══ DATASET RECORDS ══

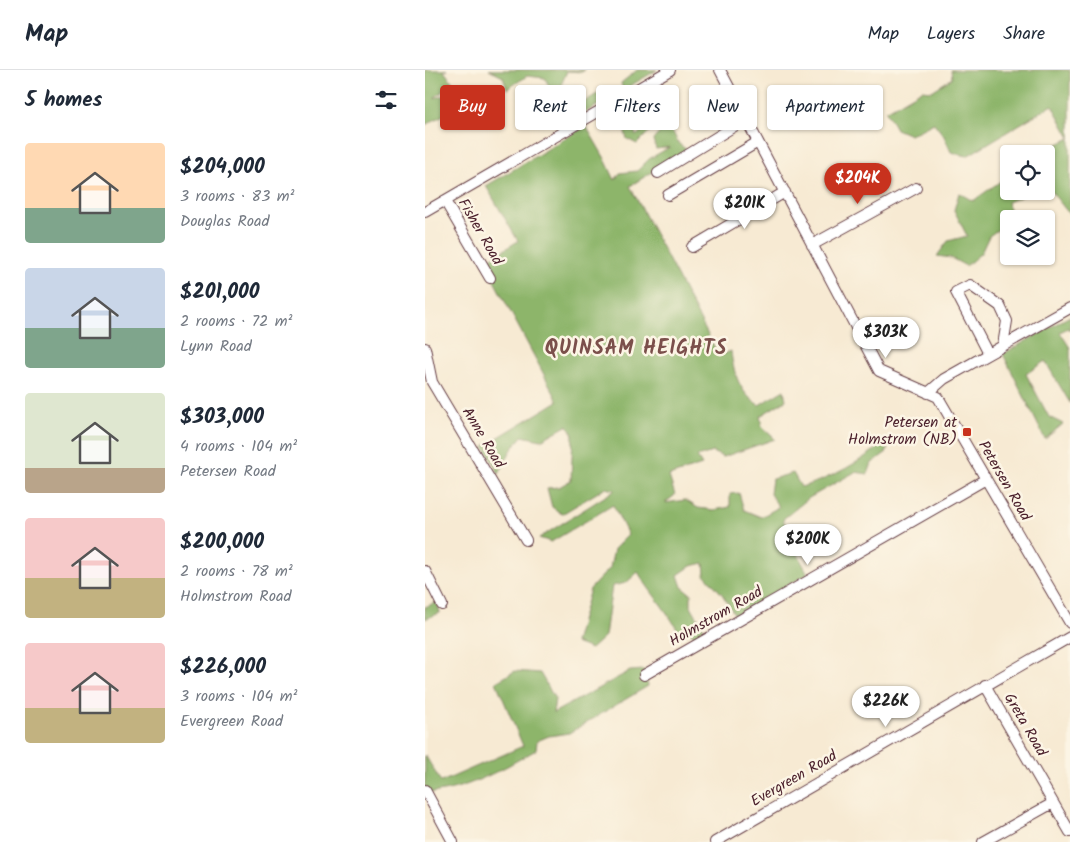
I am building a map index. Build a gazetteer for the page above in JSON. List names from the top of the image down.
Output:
{
  "streets": {
    "street": [
      "Fisher Road",
      "Anne Road",
      "Petersen Road",
      "Holmstrom Road",
      "Greta Road",
      "Evergreen Road"
    ]
  },
  "crossings": [
    ["Petersen Road", "Holmstrom Road"],
    ["Greta Road", "Evergreen Road"]
  ],
  "districts": ["QUINSAM HEIGHTS"],
  "places": {
    "transit": ["Petersen at Holmstrom (NB)"]
  },
  "page": {
    "header": "Map",
    "nav": ["Map", "Layers", "Share"],
    "heading": "5 homes",
    "chip": [
      "Buy",
      "Rent",
      "Filters",
      "New",
      "Apartment"
    ],
    "list": [
      {
        "name": "$204,000",
        "note": "3 rooms · 83 m² · Douglas Road"
      },
      {
        "name": "$201,000",
        "note": "2 rooms · 72 m² · Lynn Road"
      },
      {
        "name": "$303,000",
        "note": "4 rooms · 104 m² · Petersen Road"
      },
      {
        "name": "$200,000",
        "note": "2 rooms · 78 m² · Holmstrom Road"
      },
      {
        "name": "$226,000",
        "note": "3 rooms · 104 m² · Evergreen Road"
      }
    ],
    "price": [
      "$204K",
      "$201K",
      "$303K",
      "$200K",
      "$226K"
    ]
  }
}
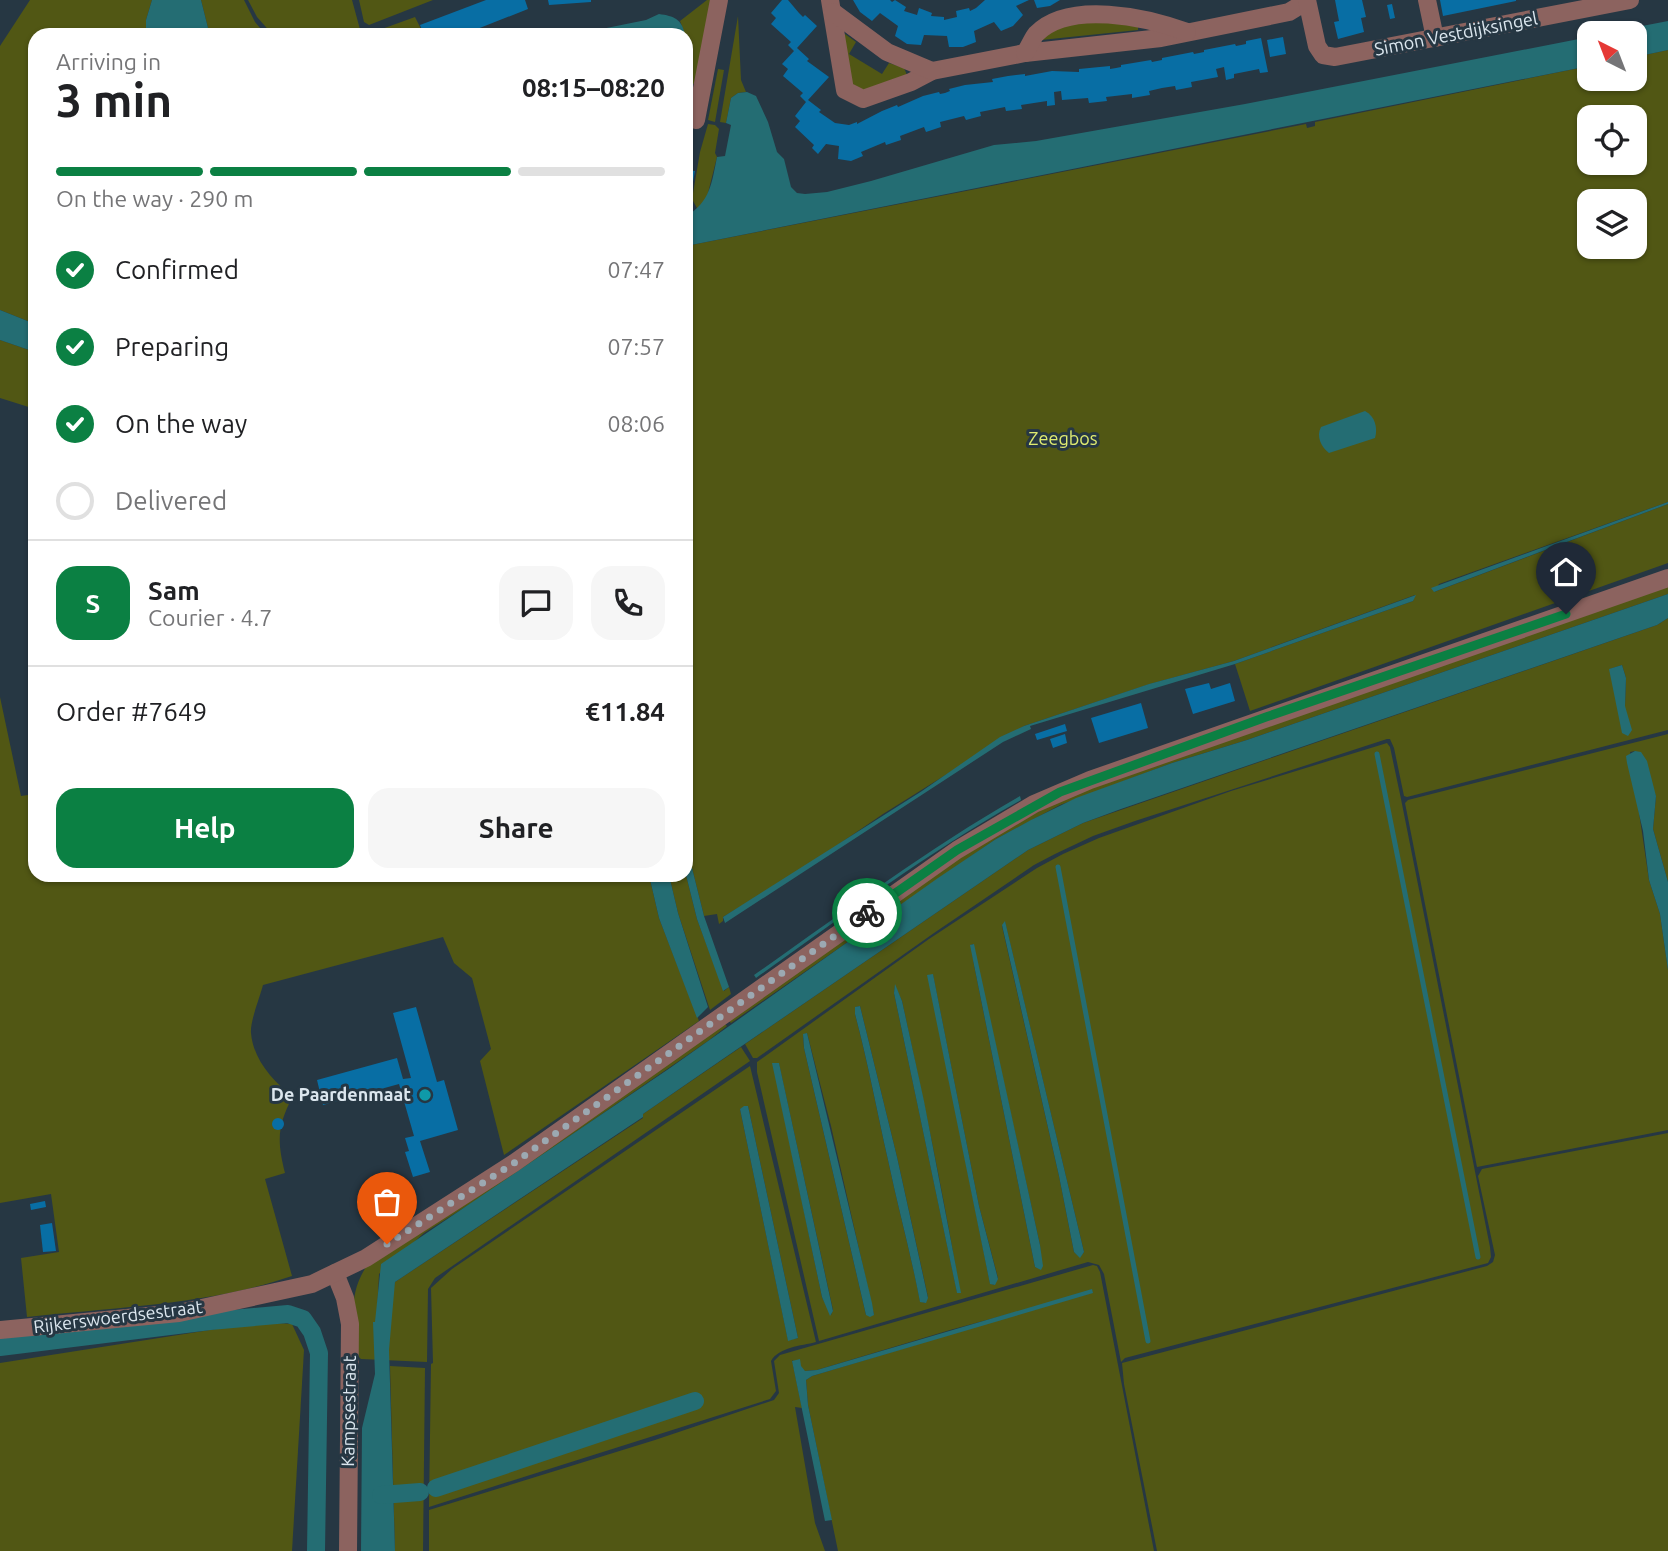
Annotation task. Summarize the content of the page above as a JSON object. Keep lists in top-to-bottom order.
{
  "streets": {
    "street": ["Simon Vestdijksingel", "Rijkerswoerdsestraat", "Kampsestraat"]
  },
  "crossings": [
    ["Rijkerswoerdsestraat", "Kampsestraat"]
  ],
  "parks": ["Zeegbos"],
  "places": ["De Paardenmaat"],
  "north": "top left",
  "page": {
    "heading": ["3 min", "Arriving in", "08:15–08:20"],
    "panel": [
      "Sam",
      "Courier · 4.7",
      "Order #7649",
      "€11.84"
    ],
    "bar": "On the way · 290 m",
    "list": [
      ["Confirmed", "07:47"],
      ["Preparing", "07:57"],
      ["On the way", "08:06"],
      "Delivered"
    ],
    "round": "S",
    "buttons": ["Help", "Share"]
  }
}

═══

EXERCISE DETAILS: Working through the records above, copy each line in which "JSON" is found.

RESPONSE:
I am building a map index. Build a gazetteer for the page above in JSON. List names from the top of the image down.
Annotation task. Summarize the content of the page above as a JSON object. Keep lists in top-to-bottom order.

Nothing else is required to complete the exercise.